Image caption: Three-qubit circuit built for simulating light-harvesting models: Three qubits (in red, blue and green) harvest microwave radiation from the purple waveguide. With the help of specifically engineered classical noise, applied through pink flux-lines, the qubits channel the harvested energy to the output resonator shown in orange. (Illustration: ETH Zurich, Quantum Device Lab, A. Potočnik)
Chlorophyll is the crucial molecule. Thanks to this green pigment, plants are able to convert sunlight directly into chemical energy. The fact that the ATP molecule – the central building block of energy supply in plants – is created within the plant cells using light can now be read in any good biology textbook. However, this process is still a scientific mystery. Researchers are astonished in particular by the high degree of efficiency with which plants convert sunlight into chemical energy.

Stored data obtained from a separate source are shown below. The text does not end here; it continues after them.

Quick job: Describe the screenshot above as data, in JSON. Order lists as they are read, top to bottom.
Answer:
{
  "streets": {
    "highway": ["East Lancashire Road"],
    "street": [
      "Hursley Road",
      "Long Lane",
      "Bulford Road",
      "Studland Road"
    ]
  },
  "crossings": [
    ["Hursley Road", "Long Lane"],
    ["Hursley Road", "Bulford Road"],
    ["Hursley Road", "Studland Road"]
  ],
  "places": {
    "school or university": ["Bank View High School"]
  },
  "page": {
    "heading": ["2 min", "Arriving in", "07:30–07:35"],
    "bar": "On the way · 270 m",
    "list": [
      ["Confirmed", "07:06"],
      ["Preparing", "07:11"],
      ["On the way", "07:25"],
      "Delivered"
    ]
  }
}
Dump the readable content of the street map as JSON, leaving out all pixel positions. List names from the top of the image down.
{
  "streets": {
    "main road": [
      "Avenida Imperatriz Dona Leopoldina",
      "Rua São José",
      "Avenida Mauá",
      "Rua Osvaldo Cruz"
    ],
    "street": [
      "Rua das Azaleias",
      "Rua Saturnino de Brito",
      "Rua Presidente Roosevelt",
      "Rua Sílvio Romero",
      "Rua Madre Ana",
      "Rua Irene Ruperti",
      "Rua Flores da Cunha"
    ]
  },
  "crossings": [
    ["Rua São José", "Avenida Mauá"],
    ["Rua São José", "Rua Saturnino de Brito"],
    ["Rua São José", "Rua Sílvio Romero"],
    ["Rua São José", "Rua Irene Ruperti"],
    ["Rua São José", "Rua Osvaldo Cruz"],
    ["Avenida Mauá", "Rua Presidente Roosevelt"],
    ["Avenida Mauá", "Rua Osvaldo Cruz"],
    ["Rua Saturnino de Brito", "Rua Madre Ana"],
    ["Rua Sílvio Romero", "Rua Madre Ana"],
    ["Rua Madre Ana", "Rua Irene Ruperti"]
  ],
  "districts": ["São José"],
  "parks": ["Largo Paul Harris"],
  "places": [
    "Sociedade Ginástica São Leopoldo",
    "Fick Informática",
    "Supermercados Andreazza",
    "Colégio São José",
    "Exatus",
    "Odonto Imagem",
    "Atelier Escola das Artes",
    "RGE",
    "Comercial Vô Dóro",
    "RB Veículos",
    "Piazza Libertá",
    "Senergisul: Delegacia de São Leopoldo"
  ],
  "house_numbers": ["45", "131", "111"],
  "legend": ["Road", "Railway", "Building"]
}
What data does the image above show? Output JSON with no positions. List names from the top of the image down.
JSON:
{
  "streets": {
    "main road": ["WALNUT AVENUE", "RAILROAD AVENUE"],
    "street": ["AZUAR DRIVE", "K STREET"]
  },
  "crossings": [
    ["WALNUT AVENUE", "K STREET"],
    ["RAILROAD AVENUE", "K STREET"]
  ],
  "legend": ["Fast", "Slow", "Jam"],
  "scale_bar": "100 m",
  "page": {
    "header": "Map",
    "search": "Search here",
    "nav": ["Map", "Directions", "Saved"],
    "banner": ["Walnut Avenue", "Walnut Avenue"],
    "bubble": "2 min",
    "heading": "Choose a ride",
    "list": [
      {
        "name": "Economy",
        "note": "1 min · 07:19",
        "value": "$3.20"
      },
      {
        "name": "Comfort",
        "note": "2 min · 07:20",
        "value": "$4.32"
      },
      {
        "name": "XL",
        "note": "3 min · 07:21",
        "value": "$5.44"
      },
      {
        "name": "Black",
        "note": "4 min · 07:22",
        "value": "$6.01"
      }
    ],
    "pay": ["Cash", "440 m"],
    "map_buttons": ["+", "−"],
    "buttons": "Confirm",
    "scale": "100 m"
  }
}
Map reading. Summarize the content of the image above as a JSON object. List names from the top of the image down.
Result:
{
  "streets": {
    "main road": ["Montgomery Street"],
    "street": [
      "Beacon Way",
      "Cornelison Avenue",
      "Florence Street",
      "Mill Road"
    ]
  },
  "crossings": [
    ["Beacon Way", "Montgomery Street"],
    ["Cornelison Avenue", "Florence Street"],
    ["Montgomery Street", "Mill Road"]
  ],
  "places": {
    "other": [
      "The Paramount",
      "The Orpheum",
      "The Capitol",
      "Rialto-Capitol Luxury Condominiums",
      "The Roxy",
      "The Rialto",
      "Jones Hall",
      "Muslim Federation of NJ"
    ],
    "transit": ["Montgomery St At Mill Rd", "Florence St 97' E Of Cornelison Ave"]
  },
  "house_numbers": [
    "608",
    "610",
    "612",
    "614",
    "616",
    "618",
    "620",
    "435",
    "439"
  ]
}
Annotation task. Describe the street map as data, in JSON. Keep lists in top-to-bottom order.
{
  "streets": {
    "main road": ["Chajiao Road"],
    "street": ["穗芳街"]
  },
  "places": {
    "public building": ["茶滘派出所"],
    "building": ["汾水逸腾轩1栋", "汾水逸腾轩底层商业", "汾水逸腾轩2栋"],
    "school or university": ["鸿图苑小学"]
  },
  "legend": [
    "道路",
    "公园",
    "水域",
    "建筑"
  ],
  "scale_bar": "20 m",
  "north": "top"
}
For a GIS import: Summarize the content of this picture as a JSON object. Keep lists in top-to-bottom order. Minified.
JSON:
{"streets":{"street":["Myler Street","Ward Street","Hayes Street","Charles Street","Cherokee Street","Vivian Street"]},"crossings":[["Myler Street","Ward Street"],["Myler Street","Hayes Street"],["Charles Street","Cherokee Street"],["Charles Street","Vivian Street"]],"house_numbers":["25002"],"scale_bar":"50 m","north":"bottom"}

Several experiments conducted over the last few years have suggested that quantum physical effects play an important role in energy conversion. Thanks to these effects, the energy collected by chlorophyll molecules can be transferred to the areas where ATP is formed without significant loss. “We have a paradoxical situation,” explains Anton Potočnik, postdoc in Andreas Wallraff’s group in the Quantum Device Lab at the Department of Physics. “On the one hand, molecular processes are governed by quantum physical effects, but on the other hand, photosynthesis takes place in a wet and warm environment where the rules of classical physics apply.”
However, the key could be hidden in this apparent contradiction: several theoretical models support the suggestion that the interplay between these two worlds might explain the high efficiency of photosynthesis. Whether this is actually the case, however, has not been verified experimentally.
A Model System with Three Qubits
Potočnik worked with Arno Bargerbos and his fellow researchers to close this particular gap. As he reports in the current issue of the journal Nature Communications, he has developed a test procedure with researchers from the University of Cambridge and Princeton University that allows experimental verification of the different theoretical models.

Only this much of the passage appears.